"Futbolun 22 adamın topun peşinden koşması olduğunu düşünmenin, kemanın telden ve yaydan, Hamlet'in kağıt ve mürekkepten ibaret olduğunu söylemekten bir farkı yoktur." J. B. Priestley, The Good Companions, 1928

10 Mayıs 2011 Salı

Pazar Ligi Play-Off 'lar Başlıyor.

Uzun süredir yazmıyordum blogumdan Pazar Ligi ile ilgili. Bu aralara futbol aşkım Galatasaray başarısı ile doğru orantılı olsa da , blog yazılarımdan sonra birçok takımın bize karşı bilenişine tanık oldum. Bu da açıkcası beni ürküttü. Bileklerim, bacaklarım, dizlerim evli barklı işinde gücünde bir adam için fazla engebeli olsa da, bulunduğum her kurum için benliğini her zaman ikinci plana atmış birisi için eften püften şeyler olduğu da aşikar. Normal sezonu aslında beklentilerin altında kapamış olsak ta, uzun lig maratonundan sıkılmış olmanın verdiği bıkkınlık maçlarımızı flukte etse de, All-Star'a 2 oyuncu vermiş olmanın gururu sadece küçük bir anı olarak hatırlanacak olsa da, işte geldi çattı Play-Off'lar. Asıl uyuyan devi uyandıran alınan bir mağlubiyet değil her zaman yeni heyecanlardır. Bizim için alınmış bir galibiyetin 2 pundan başka bir anlamı yoktur. Kalamış galibiyetine ne kadar sevindiysek White Devils galibiyetine o kadar sevindik. Mental açıdan eyvallah demedik o kadar. Okullu olmalarına, alaylı olarak eğilmedik. Yani tavsiyem üzerimizden motive olmaya çalışmasınlar, zaralı çıkabilirler.
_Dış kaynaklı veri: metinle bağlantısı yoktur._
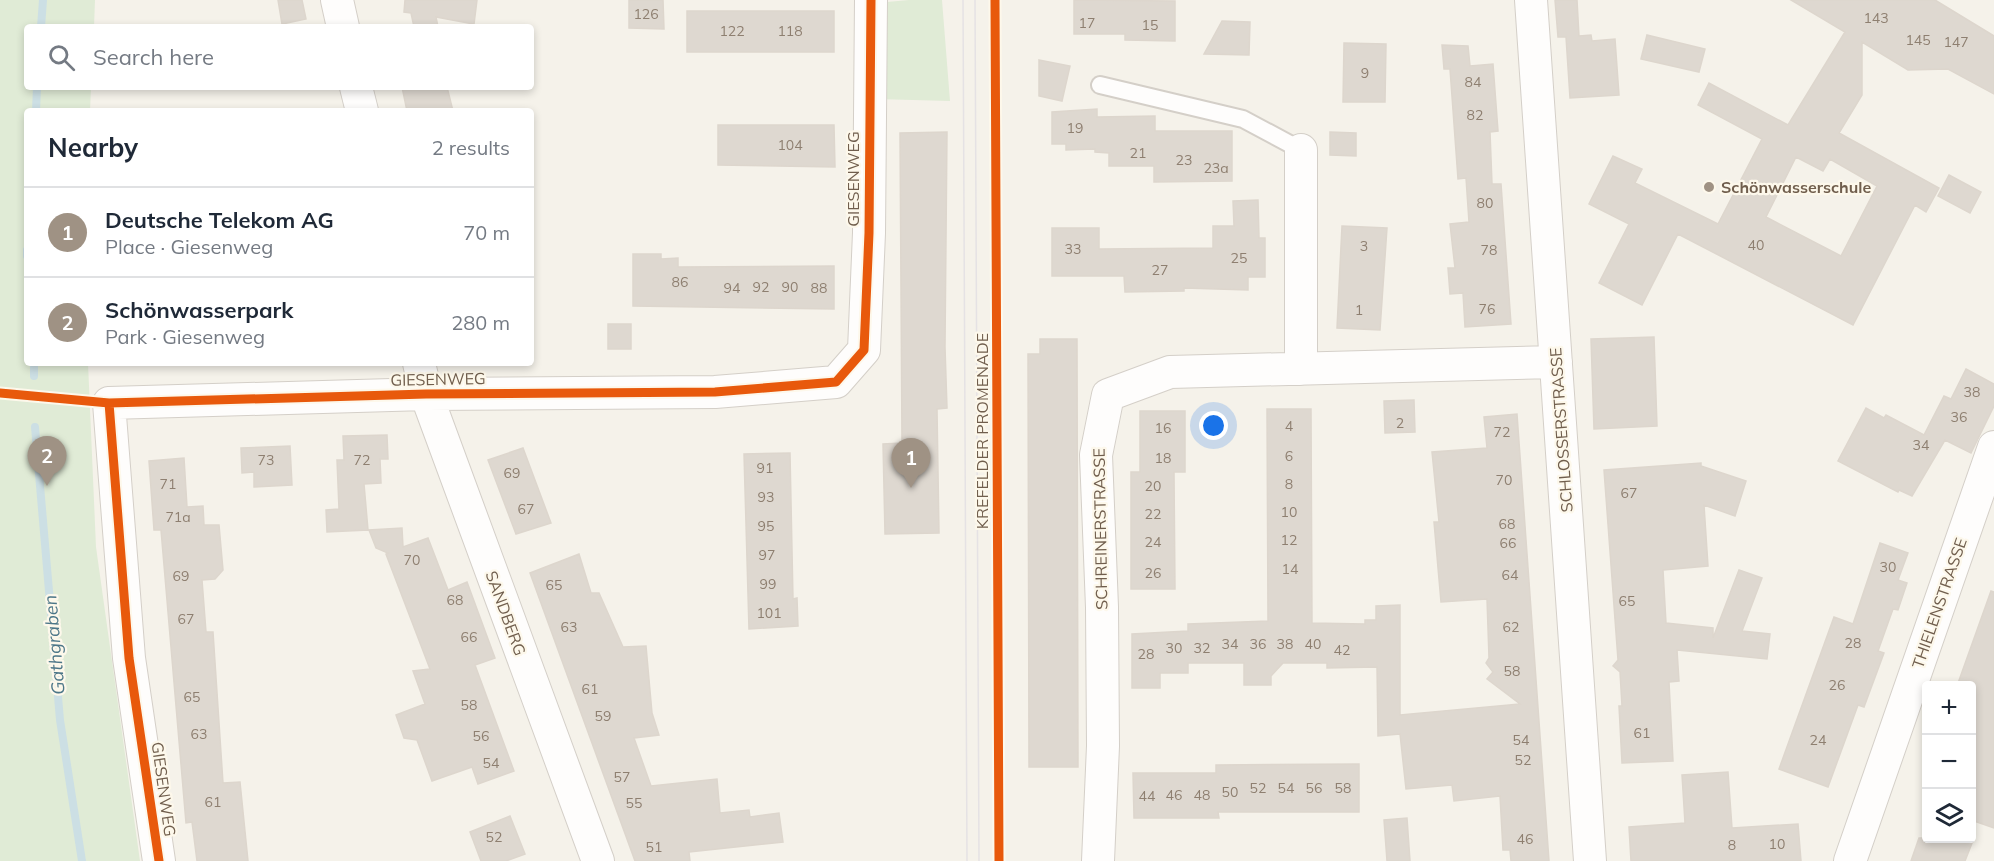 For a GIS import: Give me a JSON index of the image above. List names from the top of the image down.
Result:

"Dereyi geçerken at değiştirilmez" demiş zamanında işten tecrübe edinmiş birileri. Ama faketmediği herkesin tecrübe ettiği şeyin farklı olabileceği. Evet Papazlar iki as oyuncusu ile yollarını ayırdı. Deve olsa farketmezdi kanımca. Cerrahide bir deyim vardır ABSE:DRENAJ. Yani irini boşaltacaksın. Bu iki arkadaşımızla işler iyi gitmiyordu, biz git demeden kendileri gittiler zaten. Aradıkları ama halen bulamadıkları takımlarında başarılar. diliyorum. Ama bir takıma entegre olmaya çalışmaktansa bence kendi hükmedecekleri bir takım kursunlar diye yine de tavsiyede bulunayım.

Yazmayı severim aslında, tanısı konmuş hiperaktivite bozukluğum ve beraberinde Dikkat eksikliğim, yani fikir uçuşmalarım dolayısı ile karmaşık cümleler kurabilirim. Bu da Türkçesi çok iyi olmayan yurt dışında yetişmiş arkadaşların yazdıklarımı anlama da güçlüğe yol açabilir. Şimdiden affola. :))

Şunu belledim bi kere. White Devils kalecisi Emre'nin dediği gibi aslında çirkef olmayan takım yok. Kimininki huyundan, kimininki tepkisel, kimininki anlık ta olsa herkes çirkinleşebiliyor. Sanırım benimki tepkisel. Mesela bu yazıyı yazmama sebep olan da bir tepki aslında. Play off mücadelesini gereksiz germeye çalışan bazı arkadaşlara kendi blogumdan cevap vermek istedim. Belki de hiç bu yazıyı okumayacaklar ama bu da benim motive olma yöntemlerimden biri. Sonuçta burası benim mıntıkam. Sizin mıntıkanız hemen altta ki yorum yaz bölümü, her zaman beklerim.

Şunu öncelikle belirteyim. Kaybettiğimiz 4 maç rakiplerimizi belki umutlandırır ama sebeplerimiz bahaneden öte gerçekliğe yakın. Bada'nın iş durumu, takımdan ayrılanlar, Alper'in cezası, Savaş ile Fatih'in birçok maçı iş durumu ile kaçırmış olmaları bu yenilgilerin zeminini hazırladı.

Mental, fiziksel, kadrosal olarak Play-Off lara kusursuz geliyoruz. Takımımıza ve birbirimize sevgimiz-saygımız tam. Tam kadro geliyoruz. Elimizden ne geliyorsa yapacağız. Yapıp ta yenilmek varsa da bükemediğimiz bileği öpmesini biliriz. Tebrik eder, hakedenin şampiyon olmasını isteriz.

Saat 17:00. Birinci saha. Hilalspor Tesisleri.